当町では『新編武蔵風土記』によれば、久米原村と須賀村が阿部対馬守(あべつしまのかみ)の領地となっている。『武蔵田園簿(むさしでんえんぼ)』では久米原村の三一一石二斗二升七合と須賀村の二〇六石二斗五升の合計五一七石四斗七升七合が阿部対馬守(あべつしまのかみ)の領地となっている。

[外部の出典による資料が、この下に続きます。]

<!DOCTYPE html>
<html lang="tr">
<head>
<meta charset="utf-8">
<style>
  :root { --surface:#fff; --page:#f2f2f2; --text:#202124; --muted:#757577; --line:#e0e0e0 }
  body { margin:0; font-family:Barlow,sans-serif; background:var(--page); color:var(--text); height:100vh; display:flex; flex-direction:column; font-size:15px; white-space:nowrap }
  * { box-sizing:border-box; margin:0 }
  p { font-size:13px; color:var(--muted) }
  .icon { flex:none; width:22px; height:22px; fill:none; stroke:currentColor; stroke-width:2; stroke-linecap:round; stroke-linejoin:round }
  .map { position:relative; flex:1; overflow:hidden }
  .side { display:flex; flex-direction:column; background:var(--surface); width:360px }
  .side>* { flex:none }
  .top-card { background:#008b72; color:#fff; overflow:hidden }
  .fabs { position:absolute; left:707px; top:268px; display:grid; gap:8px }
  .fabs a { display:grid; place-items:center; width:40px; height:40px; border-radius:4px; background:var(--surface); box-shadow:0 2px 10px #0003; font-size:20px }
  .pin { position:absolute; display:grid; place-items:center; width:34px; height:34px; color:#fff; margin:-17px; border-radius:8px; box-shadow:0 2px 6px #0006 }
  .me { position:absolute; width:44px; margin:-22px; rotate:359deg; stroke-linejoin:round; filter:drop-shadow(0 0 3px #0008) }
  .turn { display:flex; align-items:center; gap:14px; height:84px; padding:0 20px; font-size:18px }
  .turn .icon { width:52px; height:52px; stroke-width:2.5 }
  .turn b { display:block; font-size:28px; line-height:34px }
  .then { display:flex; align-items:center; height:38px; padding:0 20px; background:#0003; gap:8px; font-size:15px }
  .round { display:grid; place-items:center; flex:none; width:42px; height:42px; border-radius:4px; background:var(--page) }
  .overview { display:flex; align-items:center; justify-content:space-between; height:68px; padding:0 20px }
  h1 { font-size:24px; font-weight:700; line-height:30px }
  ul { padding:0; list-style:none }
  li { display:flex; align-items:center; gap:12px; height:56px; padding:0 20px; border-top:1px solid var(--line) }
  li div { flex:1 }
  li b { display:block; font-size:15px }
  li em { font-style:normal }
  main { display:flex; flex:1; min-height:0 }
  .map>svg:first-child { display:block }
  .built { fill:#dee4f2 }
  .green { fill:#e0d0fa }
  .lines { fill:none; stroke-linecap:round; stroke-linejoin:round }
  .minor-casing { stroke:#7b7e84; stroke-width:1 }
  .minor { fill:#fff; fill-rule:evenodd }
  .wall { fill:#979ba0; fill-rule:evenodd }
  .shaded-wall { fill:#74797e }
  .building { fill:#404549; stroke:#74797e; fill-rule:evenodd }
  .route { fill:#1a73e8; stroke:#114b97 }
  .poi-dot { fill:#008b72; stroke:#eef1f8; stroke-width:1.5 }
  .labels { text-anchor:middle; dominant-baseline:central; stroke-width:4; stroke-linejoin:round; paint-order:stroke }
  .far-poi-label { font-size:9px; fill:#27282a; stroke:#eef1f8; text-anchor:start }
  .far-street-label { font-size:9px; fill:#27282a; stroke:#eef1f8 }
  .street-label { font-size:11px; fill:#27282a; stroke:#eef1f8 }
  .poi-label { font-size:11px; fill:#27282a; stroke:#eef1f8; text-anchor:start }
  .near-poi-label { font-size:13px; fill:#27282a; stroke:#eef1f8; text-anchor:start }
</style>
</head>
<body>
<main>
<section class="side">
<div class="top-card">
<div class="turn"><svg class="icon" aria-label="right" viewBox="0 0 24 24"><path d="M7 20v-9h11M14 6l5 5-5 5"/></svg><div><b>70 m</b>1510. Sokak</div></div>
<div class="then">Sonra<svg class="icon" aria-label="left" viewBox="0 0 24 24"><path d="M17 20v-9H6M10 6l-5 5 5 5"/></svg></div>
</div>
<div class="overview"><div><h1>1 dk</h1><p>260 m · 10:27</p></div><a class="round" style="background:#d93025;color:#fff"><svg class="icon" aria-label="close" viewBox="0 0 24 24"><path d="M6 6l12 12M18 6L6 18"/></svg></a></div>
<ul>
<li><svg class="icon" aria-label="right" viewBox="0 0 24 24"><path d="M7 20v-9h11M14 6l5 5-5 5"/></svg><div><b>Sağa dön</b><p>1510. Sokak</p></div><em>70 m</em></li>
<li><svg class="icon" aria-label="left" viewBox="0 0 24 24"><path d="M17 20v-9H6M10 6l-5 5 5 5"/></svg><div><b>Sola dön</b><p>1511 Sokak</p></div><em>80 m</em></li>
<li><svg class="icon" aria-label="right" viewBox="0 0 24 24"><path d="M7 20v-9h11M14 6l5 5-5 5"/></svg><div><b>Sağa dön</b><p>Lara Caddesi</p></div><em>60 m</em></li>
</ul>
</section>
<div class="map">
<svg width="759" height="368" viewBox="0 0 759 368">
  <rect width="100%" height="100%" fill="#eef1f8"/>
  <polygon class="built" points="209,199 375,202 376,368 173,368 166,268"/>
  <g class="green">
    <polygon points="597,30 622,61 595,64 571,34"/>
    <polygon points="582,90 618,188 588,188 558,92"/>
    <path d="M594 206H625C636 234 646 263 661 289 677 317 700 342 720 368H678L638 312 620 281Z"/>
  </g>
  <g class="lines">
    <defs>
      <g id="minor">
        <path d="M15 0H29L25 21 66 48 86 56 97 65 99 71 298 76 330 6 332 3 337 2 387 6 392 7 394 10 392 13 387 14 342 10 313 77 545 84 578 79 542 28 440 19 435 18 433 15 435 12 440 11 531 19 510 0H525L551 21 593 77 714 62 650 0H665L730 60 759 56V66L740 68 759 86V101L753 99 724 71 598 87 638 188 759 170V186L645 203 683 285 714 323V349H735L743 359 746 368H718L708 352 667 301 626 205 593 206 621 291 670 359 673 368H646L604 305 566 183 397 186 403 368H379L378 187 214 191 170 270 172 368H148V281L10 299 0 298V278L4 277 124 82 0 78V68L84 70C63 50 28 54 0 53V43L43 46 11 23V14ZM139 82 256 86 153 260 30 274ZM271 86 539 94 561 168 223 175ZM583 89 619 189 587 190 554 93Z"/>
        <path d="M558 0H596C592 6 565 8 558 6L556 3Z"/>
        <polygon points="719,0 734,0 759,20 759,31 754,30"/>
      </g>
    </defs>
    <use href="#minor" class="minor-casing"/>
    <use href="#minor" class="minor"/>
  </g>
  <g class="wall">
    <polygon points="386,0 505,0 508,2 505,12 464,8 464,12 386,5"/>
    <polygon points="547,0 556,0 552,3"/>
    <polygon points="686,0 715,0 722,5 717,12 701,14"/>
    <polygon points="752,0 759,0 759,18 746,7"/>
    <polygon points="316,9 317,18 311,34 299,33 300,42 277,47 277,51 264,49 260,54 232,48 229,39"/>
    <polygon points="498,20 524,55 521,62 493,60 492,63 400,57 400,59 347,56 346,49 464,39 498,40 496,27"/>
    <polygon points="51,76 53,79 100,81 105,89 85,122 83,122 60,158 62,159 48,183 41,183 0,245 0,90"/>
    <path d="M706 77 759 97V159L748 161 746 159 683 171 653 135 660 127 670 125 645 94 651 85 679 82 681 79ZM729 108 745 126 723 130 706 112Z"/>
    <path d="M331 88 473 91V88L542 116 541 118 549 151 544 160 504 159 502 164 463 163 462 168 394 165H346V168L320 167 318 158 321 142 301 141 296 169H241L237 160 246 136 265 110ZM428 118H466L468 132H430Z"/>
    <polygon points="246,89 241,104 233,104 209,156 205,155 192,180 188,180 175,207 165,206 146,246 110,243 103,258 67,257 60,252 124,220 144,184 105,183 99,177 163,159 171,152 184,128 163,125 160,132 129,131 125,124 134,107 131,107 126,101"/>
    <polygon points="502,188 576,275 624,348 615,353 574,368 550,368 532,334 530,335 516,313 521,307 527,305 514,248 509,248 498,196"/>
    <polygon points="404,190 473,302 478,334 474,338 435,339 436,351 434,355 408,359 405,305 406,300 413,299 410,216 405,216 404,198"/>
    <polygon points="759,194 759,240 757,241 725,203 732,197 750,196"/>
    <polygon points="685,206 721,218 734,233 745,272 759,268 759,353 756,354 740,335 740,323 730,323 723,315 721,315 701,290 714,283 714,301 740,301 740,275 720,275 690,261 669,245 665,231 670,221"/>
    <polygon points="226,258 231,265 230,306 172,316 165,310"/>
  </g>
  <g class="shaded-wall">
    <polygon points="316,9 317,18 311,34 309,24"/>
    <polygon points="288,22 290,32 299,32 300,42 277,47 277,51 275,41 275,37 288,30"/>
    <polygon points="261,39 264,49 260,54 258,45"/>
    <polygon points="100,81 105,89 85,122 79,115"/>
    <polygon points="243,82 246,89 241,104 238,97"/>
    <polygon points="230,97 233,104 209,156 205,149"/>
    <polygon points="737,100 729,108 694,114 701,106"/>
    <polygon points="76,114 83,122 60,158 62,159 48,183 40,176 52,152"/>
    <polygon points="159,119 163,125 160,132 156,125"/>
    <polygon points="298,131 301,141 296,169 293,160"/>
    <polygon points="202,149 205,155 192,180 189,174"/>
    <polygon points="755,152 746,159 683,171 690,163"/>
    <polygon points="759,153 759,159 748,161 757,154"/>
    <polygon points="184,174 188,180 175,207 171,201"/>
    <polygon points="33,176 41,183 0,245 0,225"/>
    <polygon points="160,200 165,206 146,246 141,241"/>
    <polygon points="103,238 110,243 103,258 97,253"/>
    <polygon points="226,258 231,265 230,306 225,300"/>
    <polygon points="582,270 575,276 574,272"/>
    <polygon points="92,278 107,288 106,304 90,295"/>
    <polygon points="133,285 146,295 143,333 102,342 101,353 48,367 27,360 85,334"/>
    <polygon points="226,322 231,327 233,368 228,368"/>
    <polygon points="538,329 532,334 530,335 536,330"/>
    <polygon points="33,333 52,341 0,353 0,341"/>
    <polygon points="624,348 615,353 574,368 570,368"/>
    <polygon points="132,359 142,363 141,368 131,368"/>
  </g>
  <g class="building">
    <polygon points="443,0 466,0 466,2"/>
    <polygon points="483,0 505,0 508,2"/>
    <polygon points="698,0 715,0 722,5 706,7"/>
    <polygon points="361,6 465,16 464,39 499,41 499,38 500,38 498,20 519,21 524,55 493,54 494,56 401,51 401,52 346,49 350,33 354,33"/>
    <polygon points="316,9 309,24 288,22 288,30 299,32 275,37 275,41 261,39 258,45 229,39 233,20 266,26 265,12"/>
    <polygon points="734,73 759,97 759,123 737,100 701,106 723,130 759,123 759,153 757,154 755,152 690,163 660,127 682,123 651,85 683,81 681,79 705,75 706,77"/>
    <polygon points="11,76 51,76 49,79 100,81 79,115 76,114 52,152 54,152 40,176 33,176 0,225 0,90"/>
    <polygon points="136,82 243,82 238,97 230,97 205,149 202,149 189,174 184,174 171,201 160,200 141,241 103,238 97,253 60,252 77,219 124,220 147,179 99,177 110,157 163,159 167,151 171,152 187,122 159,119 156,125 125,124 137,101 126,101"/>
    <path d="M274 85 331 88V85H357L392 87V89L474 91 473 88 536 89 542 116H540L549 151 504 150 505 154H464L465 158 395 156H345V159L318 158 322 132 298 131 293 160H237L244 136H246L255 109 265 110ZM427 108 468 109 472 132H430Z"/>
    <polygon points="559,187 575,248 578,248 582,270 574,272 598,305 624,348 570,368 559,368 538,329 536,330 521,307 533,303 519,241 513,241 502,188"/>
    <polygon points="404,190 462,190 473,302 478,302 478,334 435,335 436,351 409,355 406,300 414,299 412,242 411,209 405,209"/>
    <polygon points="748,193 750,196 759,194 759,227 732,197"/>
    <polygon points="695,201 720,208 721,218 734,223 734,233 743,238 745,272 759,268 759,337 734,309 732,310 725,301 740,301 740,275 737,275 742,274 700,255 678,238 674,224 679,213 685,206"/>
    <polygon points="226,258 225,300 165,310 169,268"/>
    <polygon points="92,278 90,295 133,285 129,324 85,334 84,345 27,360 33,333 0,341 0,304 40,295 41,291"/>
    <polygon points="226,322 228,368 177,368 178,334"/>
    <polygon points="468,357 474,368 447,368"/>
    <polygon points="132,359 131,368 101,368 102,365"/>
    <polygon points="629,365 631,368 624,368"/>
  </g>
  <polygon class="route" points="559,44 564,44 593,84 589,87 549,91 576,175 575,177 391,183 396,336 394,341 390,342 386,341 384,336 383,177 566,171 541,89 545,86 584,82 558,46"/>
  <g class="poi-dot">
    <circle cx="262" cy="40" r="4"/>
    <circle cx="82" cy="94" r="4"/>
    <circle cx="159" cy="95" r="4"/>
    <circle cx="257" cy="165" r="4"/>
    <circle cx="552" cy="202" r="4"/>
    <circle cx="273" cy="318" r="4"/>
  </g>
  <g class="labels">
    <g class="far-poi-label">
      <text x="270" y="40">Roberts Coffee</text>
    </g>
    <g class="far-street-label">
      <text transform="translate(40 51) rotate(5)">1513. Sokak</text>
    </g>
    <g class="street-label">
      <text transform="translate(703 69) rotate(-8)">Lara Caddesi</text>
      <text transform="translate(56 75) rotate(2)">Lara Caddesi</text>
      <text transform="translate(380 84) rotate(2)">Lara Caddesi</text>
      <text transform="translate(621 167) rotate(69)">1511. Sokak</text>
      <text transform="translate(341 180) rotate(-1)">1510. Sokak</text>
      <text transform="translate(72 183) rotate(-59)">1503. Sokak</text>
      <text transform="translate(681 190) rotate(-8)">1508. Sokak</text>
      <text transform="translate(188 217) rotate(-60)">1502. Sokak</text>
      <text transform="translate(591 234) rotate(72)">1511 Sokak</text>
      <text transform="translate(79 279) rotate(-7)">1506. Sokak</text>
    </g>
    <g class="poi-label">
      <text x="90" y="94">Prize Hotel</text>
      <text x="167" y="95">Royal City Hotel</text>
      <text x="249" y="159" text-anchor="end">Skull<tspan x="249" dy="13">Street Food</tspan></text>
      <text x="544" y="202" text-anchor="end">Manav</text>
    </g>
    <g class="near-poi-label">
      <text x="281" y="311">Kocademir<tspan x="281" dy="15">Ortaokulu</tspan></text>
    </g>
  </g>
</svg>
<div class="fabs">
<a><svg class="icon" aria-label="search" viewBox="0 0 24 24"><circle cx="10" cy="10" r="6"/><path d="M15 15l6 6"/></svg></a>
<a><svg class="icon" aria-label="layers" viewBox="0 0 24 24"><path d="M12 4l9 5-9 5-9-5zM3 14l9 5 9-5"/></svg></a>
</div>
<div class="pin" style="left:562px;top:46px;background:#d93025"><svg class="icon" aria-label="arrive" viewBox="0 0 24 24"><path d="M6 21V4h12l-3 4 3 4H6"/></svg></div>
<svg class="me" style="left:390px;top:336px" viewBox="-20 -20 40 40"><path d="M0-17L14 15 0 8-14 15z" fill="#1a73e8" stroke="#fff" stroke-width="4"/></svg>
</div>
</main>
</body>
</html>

阿部対馬守とは、重次のことで、寛永十五年(一六三八)から慶安四年(一六五一)まで藩主となっている。粂原村と須賀村が岩槻藩領であった期間は定かではないが、少なくとも阿部氏、板倉氏、戸田氏、松平氏が藩主であった時期は岩槻藩領であったと思われる。この二か村が岩槻藩領であったことが確認できる資料は、『武蔵田園簿』や寛文四年(一六六四)の『寛文印知集(かんぶんいんちしゅう)』、貞享三年の「武蔵国岩築城附郷村高帳(むさしのくにいわつきじょうつきごうそんたかちょう)」(松平家文書)などがある。
3-18 阿部氏から松平氏支配までの岩槻藩領
(須賀村は他領含む)
百間(もんま)村のうち西原(にしばら)組・金谷原(かねやはら)組は、元禄十六年の「日光御成道道拵役免除願(にっこうおなりみちみちごしらえめんじょねがい)」(折原家文書)によれば、元禄十年に小笠原佐渡守(おがさわらさどのかみ)領分になったとある。佐渡守は長重のことで、同年に岩槻藩主となっている。小笠原氏は五万石で岩槻藩主となっており、前の藩主であった松平氏(四万八〇〇〇石)、後の藩主であった永井氏(三万三〇〇〇石)と比べ大きな大名であったため百間村も岩槻藩領に組み入れられたと考えられる。このことから百間村が岩槻藩領であった期間は小笠原氏が岩槻藩主であった元禄十年から正徳元年(一七一一)までであったと推測できる。